Some cities are wondrous things, organisms at once propagating and receding, a single entity with parts living and others dying. We don’t often experience whole cities where success and despair are partners, growth and decay lie side by side, and history’s tumult remains visible.

I grew up in such a place — Butte, Mont. Last month, I visited another — Detroit, Mich. I had never been there, but my friend Brian, who grew up south of Detroit, invited me to visit.

I had earlier shown Butte to Brian, and he reciprocated by taking me around Detroit. We both appreciate cities with profound pasts and hopeful futures. Both cities are the products of immigrants, proclaim architecture of the Gilded Age, have ethnic studded populations, and enjoy a history of revolving migration. In almost all criteria, with the ironic exception of numbers of people, Detroit and Butte are urban.

Early dependence upon trade and agriculture, the states of Montana and Michigan had these two cities of excitement and ferment, international centers which were the potter’s wheel for much of their state’s commerce and production.

Both cities were dependent on day laborers and a single industry — automobile production in Detroit and mining in Butte. Their economic heydays spanned most of the 20th century, and during World War II both cities were a vital piece of democracy’s arsenal — Detroit with its prodigious production of tanks, planes and trucks, and Butte, one of the largest mining districts in the world, was America’s paramount copper supplier during World War II. The soft metal was essential to ammunition as well as the sinews of ships, radio equipment, planes and tanks.

Workers built both cities by hand, and organized labor owes much of its early national success to Detroit and Butte. The early autoworkers unions began in Detroit. Butte, “The Gibraltar of Labor,” was the home of Miners Union No. 1. Henry Ford revolutionized production everywhere with the creation of the automobile assembly line, and in Butte the development of new and safer mining technologies changed the hard-rock mining industry around the world.

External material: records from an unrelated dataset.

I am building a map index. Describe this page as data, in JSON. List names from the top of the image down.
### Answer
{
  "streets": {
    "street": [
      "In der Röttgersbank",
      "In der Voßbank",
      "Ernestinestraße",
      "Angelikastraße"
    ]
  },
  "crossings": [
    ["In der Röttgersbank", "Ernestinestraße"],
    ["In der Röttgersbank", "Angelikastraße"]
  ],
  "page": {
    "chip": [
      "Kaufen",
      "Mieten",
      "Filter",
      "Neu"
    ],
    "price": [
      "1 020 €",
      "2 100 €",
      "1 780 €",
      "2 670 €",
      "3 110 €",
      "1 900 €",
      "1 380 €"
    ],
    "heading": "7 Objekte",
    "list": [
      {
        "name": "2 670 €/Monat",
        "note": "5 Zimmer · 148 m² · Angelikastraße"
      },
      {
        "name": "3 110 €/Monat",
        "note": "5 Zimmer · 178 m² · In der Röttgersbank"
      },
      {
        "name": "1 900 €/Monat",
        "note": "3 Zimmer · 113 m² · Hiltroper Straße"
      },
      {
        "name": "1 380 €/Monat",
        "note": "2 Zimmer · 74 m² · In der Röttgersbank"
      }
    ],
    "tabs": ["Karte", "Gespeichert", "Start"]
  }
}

The yesterdays of these two cities are evident in the remains of vacated buildings standing among the new. The promise of their tomorrows shines bright in the resiliency of the people and in the optimism inherent in the greeting of every commercial opportunity.

These cities, although far different in size, share those rare characteristics of real cities — a history that sticks to the ribs, an unwillingness to forget, and an eagerness to persevere and succeed. Such cities are bastions of both memory and hope whose residents hold much more than fondness of place — they need their city. It feeds them, secures the memories of their youth and their sense of well-being. Although wind whistles through the skeletons of a few of the homes and buildings, the cities themselves are stable and comforting. Hard times, survival and optimism have their uses.

Both cities now have less than half the population of their “once upon a time,” but such places beat both the odds and the obits. Detroit’s recovery — its comeback — I am assured is well underway. As for Butte, those of us who know the old girl insist on saying, “Come back, hell, she never left.”

Pat Williams served nine terms as a U.S. Representative from Montana. After his retirement, he returned to Montana and taught at the University of Montana.